_What is needed_: Search the records below for the word "lines". Pull out each line that has it.
*** Input
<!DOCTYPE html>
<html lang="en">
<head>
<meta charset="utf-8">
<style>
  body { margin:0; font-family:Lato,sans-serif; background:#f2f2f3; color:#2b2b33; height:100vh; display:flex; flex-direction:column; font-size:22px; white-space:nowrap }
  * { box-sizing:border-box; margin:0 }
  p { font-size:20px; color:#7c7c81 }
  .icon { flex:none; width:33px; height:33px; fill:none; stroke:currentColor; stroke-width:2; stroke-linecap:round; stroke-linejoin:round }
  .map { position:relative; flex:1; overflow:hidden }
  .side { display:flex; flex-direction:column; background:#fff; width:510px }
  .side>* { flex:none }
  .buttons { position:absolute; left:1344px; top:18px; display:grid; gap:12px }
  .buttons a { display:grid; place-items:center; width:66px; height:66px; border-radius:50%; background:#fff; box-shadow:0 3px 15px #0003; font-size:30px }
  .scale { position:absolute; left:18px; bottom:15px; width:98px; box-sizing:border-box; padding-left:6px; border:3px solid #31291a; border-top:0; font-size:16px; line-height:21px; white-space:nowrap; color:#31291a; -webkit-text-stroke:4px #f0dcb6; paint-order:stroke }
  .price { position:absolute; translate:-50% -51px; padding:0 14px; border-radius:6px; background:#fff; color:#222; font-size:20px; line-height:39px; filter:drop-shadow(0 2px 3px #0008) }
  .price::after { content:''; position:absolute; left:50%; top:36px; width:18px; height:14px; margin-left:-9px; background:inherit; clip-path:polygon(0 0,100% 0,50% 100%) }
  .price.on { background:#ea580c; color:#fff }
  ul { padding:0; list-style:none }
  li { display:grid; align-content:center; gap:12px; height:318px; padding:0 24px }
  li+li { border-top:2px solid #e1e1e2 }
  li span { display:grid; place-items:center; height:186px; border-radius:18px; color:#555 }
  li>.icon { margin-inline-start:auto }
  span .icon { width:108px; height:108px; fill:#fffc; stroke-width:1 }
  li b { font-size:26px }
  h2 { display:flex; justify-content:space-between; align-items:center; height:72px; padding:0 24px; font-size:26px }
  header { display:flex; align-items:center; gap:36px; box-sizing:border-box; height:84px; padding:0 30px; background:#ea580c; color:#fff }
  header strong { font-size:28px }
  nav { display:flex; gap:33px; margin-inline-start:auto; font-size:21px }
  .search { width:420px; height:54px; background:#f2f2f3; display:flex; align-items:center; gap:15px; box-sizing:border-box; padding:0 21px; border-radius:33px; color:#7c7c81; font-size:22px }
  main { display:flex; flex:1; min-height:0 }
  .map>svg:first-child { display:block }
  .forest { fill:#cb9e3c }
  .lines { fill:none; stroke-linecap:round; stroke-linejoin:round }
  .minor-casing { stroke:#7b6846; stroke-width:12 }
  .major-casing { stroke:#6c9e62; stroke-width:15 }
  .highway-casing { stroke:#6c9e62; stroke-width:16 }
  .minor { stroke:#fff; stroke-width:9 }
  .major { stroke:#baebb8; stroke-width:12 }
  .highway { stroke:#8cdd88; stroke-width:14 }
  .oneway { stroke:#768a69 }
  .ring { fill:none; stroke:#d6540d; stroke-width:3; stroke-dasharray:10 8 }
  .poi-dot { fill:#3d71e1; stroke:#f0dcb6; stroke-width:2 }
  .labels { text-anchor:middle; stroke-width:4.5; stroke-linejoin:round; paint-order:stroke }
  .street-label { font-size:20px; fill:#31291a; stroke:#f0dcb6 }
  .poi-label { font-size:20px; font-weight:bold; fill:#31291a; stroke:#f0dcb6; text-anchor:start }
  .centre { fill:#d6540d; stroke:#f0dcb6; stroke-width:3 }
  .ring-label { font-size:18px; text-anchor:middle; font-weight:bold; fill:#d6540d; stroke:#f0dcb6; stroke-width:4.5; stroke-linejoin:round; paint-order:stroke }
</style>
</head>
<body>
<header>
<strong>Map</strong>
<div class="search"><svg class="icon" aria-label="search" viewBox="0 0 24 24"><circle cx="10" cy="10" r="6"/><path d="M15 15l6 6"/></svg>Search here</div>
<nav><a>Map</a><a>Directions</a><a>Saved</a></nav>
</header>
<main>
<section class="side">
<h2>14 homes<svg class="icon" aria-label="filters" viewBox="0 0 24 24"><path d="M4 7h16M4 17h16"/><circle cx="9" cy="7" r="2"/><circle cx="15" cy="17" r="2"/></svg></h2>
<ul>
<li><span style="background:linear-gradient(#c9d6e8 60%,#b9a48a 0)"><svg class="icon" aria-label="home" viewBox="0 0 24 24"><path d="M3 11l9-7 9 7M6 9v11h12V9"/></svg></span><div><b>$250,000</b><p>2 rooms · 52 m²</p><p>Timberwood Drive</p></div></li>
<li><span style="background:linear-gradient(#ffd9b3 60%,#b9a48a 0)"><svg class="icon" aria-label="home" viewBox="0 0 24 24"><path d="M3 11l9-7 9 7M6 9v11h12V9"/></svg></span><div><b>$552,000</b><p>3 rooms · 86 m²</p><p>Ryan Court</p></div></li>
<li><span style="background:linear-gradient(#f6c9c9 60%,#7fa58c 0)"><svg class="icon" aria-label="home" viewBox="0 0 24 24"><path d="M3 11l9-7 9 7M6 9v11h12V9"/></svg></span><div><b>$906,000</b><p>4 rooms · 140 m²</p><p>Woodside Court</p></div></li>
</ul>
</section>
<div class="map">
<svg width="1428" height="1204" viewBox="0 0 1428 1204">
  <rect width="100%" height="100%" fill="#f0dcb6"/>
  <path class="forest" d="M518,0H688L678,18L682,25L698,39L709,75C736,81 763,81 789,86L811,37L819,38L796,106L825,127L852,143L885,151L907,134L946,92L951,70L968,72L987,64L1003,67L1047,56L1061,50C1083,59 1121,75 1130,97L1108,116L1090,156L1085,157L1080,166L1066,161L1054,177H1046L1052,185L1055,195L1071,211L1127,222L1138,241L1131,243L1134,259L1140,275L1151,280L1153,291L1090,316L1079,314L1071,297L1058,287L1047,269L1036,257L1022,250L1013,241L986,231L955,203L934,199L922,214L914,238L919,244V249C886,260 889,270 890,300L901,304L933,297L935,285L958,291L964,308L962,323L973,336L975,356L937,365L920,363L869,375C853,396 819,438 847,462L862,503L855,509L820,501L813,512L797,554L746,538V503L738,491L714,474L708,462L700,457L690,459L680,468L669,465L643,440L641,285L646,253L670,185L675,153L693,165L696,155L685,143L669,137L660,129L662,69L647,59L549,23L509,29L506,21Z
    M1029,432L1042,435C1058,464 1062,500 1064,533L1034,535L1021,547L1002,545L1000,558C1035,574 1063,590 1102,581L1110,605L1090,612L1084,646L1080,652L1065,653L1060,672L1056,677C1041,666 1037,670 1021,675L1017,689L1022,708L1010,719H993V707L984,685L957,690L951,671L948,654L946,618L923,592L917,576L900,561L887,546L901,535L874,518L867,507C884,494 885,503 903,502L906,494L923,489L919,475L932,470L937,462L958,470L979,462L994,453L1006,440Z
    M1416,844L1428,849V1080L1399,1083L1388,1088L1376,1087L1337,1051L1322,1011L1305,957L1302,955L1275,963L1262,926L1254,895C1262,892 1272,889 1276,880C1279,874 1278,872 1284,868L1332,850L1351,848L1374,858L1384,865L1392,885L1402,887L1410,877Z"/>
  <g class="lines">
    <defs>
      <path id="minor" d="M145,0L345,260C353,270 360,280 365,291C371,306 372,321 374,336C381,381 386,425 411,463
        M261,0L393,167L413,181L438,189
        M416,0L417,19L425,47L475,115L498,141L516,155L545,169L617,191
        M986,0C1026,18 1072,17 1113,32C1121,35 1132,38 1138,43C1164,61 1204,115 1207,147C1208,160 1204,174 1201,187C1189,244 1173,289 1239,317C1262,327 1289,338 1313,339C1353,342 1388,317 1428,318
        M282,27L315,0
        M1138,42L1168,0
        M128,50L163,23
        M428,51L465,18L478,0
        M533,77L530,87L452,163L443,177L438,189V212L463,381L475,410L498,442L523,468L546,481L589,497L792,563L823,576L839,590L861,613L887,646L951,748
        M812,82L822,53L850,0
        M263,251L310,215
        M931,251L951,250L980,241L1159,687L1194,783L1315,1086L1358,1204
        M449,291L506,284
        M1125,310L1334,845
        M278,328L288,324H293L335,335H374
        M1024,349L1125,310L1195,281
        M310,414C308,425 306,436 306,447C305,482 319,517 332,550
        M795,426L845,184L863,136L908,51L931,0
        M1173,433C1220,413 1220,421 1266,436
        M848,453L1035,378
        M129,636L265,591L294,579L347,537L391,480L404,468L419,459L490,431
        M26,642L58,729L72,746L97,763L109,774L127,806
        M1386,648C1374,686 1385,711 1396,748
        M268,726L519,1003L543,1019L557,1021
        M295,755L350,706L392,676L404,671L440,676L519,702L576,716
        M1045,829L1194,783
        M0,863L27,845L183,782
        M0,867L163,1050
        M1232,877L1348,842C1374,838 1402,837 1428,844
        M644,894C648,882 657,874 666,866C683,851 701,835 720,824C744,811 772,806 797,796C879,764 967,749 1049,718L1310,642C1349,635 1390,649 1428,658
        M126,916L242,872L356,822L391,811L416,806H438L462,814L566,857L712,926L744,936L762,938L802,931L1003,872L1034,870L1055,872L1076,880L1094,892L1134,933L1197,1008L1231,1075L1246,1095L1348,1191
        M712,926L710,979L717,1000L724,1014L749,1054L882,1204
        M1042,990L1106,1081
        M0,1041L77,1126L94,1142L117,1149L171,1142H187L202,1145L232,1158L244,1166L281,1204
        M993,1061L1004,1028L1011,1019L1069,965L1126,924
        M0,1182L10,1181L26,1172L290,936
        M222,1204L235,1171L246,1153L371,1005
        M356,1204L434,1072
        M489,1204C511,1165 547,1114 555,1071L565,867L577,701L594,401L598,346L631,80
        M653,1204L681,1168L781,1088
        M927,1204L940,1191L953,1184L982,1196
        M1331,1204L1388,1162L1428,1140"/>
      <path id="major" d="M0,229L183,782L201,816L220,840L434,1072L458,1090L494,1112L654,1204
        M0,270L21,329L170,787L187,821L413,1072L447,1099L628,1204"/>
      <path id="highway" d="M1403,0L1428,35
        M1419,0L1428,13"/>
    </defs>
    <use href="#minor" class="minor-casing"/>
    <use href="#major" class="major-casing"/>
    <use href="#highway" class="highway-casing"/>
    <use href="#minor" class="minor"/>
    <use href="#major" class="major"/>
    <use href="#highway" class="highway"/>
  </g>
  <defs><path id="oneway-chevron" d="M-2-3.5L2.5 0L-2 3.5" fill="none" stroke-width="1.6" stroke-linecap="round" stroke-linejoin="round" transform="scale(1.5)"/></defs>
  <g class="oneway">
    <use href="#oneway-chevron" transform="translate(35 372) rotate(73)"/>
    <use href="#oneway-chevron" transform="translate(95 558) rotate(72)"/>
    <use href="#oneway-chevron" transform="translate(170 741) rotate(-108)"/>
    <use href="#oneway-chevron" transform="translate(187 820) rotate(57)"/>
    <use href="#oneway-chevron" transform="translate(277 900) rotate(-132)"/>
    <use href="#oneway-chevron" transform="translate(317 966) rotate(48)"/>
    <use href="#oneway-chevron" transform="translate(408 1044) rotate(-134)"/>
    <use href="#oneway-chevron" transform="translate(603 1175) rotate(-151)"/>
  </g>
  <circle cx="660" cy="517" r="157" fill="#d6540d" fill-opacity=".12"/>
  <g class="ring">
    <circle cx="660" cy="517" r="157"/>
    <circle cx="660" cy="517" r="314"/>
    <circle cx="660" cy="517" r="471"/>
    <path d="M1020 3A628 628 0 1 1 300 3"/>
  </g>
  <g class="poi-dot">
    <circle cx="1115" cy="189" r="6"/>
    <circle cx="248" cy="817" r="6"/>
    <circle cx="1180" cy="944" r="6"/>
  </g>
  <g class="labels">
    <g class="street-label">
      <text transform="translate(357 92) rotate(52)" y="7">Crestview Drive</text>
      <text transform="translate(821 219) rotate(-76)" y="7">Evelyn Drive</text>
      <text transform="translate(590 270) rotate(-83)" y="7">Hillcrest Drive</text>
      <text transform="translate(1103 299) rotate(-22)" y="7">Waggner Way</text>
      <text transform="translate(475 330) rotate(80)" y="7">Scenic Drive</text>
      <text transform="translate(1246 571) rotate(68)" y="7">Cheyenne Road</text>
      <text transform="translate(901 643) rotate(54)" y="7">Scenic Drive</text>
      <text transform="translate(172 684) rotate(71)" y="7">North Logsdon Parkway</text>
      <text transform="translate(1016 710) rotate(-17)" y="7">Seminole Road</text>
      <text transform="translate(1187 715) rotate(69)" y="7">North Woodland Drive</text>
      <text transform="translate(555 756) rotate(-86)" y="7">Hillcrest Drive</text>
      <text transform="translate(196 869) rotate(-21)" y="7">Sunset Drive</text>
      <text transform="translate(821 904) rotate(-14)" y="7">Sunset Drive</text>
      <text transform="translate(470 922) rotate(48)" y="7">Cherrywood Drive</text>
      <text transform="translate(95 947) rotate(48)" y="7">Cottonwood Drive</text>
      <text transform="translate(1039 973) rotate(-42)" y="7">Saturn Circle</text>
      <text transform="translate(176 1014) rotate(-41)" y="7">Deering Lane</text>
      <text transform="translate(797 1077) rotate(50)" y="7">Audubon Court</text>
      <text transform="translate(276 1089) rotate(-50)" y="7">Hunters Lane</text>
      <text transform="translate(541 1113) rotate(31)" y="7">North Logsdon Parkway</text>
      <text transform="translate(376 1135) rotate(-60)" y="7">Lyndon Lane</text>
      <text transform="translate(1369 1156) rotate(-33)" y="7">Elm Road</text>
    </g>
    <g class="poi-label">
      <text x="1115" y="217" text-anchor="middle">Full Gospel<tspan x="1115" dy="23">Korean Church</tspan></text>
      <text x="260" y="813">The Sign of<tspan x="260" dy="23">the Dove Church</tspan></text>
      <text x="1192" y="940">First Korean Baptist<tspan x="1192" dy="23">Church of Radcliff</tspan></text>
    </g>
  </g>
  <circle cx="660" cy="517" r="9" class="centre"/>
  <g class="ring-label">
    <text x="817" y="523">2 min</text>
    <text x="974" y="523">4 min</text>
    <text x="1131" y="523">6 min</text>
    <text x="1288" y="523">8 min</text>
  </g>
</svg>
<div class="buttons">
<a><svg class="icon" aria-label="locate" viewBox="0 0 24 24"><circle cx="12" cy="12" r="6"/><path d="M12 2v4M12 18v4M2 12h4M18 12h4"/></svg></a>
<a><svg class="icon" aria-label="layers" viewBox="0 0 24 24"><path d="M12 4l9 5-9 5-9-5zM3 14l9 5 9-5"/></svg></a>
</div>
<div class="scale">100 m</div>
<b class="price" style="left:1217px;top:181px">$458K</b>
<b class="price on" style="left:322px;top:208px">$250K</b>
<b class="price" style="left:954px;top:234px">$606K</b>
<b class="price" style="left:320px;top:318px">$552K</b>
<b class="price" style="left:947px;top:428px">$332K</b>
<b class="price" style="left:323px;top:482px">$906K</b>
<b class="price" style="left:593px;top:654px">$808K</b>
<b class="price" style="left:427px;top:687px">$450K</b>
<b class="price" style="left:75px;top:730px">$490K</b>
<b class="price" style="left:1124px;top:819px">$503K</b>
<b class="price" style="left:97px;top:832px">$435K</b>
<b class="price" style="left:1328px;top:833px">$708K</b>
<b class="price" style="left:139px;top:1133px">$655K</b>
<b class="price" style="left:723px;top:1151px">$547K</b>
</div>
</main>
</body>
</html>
******
_Your response_:
  .lines { fill:none; stroke-linecap:round; stroke-linejoin:round }
  <g class="lines">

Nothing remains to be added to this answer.